*Required work:* Write out the whole listing, matching it exactly.

*Input data:*
↓↓↓

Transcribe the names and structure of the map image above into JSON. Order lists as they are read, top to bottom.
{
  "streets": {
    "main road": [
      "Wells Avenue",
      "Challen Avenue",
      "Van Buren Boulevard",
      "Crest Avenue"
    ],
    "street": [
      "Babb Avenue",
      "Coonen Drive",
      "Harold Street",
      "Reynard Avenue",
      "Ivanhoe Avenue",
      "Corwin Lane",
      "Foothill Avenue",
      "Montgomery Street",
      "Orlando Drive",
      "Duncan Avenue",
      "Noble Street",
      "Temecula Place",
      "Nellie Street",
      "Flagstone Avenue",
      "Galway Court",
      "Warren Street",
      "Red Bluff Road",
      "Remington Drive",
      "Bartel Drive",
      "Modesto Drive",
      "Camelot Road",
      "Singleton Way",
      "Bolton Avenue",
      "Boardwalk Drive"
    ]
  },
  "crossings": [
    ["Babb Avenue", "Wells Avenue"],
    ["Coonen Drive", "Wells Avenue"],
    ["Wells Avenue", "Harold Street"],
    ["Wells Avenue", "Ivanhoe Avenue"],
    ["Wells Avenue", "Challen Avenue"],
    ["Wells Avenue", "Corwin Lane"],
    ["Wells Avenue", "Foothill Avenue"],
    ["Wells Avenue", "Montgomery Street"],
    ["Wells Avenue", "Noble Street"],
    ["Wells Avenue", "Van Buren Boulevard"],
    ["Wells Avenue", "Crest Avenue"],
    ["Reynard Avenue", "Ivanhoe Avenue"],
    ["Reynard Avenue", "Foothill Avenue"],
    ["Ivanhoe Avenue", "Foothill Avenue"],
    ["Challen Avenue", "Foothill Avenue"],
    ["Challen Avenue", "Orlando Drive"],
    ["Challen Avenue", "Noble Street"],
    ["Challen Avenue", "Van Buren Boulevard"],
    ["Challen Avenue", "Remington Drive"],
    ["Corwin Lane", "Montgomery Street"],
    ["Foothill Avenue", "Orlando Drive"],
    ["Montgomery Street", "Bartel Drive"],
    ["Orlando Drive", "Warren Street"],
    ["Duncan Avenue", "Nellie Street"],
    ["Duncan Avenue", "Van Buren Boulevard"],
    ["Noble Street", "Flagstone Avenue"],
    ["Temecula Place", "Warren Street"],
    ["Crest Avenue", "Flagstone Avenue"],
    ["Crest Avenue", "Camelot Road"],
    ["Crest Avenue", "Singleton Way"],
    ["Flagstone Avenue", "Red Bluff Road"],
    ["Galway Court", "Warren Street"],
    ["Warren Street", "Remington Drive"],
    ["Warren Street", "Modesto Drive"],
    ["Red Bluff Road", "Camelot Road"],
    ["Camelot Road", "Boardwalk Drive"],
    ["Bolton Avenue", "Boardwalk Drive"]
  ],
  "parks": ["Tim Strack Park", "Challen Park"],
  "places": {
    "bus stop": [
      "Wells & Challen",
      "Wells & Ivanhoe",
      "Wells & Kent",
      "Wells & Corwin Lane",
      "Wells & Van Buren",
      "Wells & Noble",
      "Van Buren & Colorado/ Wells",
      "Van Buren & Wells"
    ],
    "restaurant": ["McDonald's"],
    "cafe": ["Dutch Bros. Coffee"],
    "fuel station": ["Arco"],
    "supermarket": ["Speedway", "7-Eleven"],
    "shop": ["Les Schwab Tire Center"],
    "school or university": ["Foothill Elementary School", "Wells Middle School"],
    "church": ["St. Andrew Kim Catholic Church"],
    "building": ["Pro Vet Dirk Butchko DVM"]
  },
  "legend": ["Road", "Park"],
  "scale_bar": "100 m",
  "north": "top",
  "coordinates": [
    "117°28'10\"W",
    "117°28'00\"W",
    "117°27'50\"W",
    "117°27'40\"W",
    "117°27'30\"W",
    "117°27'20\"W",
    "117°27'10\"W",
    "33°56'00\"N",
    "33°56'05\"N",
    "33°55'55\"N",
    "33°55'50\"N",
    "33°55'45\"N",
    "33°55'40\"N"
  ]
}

↑↑↑

*Solution for this task:*
Transcribe the names and structure of the map image above into JSON. Order lists as they are read, top to bottom.
{
  "streets": {
    "main road": [
      "Wells Avenue",
      "Challen Avenue",
      "Van Buren Boulevard",
      "Crest Avenue"
    ],
    "street": [
      "Babb Avenue",
      "Coonen Drive",
      "Harold Street",
      "Reynard Avenue",
      "Ivanhoe Avenue",
      "Corwin Lane",
      "Foothill Avenue",
      "Montgomery Street",
      "Orlando Drive",
      "Duncan Avenue",
      "Noble Street",
      "Temecula Place",
      "Nellie Street",
      "Flagstone Avenue",
      "Galway Court",
      "Warren Street",
      "Red Bluff Road",
      "Remington Drive",
      "Bartel Drive",
      "Modesto Drive",
      "Camelot Road",
      "Singleton Way",
      "Bolton Avenue",
      "Boardwalk Drive"
    ]
  },
  "crossings": [
    ["Babb Avenue", "Wells Avenue"],
    ["Coonen Drive", "Wells Avenue"],
    ["Wells Avenue", "Harold Street"],
    ["Wells Avenue", "Ivanhoe Avenue"],
    ["Wells Avenue", "Challen Avenue"],
    ["Wells Avenue", "Corwin Lane"],
    ["Wells Avenue", "Foothill Avenue"],
    ["Wells Avenue", "Montgomery Street"],
    ["Wells Avenue", "Noble Street"],
    ["Wells Avenue", "Van Buren Boulevard"],
    ["Wells Avenue", "Crest Avenue"],
    ["Reynard Avenue", "Ivanhoe Avenue"],
    ["Reynard Avenue", "Foothill Avenue"],
    ["Ivanhoe Avenue", "Foothill Avenue"],
    ["Challen Avenue", "Foothill Avenue"],
    ["Challen Avenue", "Orlando Drive"],
    ["Challen Avenue", "Noble Street"],
    ["Challen Avenue", "Van Buren Boulevard"],
    ["Challen Avenue", "Remington Drive"],
    ["Corwin Lane", "Montgomery Street"],
    ["Foothill Avenue", "Orlando Drive"],
    ["Montgomery Street", "Bartel Drive"],
    ["Orlando Drive", "Warren Street"],
    ["Duncan Avenue", "Nellie Street"],
    ["Duncan Avenue", "Van Buren Boulevard"],
    ["Noble Street", "Flagstone Avenue"],
    ["Temecula Place", "Warren Street"],
    ["Crest Avenue", "Flagstone Avenue"],
    ["Crest Avenue", "Camelot Road"],
    ["Crest Avenue", "Singleton Way"],
    ["Flagstone Avenue", "Red Bluff Road"],
    ["Galway Court", "Warren Street"],
    ["Warren Street", "Remington Drive"],
    ["Warren Street", "Modesto Drive"],
    ["Red Bluff Road", "Camelot Road"],
    ["Camelot Road", "Boardwalk Drive"],
    ["Bolton Avenue", "Boardwalk Drive"]
  ],
  "parks": ["Tim Strack Park", "Challen Park"],
  "places": {
    "bus stop": [
      "Wells & Challen",
      "Wells & Ivanhoe",
      "Wells & Kent",
      "Wells & Corwin Lane",
      "Wells & Van Buren",
      "Wells & Noble",
      "Van Buren & Colorado/ Wells",
      "Van Buren & Wells"
    ],
    "restaurant": ["McDonald's"],
    "cafe": ["Dutch Bros. Coffee"],
    "fuel station": ["Arco"],
    "supermarket": ["Speedway", "7-Eleven"],
    "shop": ["Les Schwab Tire Center"],
    "school or university": ["Foothill Elementary School", "Wells Middle School"],
    "church": ["St. Andrew Kim Catholic Church"],
    "building": ["Pro Vet Dirk Butchko DVM"]
  },
  "legend": ["Road", "Park"],
  "scale_bar": "100 m",
  "north": "top",
  "coordinates": [
    "117°28'10\"W",
    "117°28'00\"W",
    "117°27'50\"W",
    "117°27'40\"W",
    "117°27'30\"W",
    "117°27'20\"W",
    "117°27'10\"W",
    "33°56'00\"N",
    "33°56'05\"N",
    "33°55'55\"N",
    "33°55'50\"N",
    "33°55'45\"N",
    "33°55'40\"N"
  ]
}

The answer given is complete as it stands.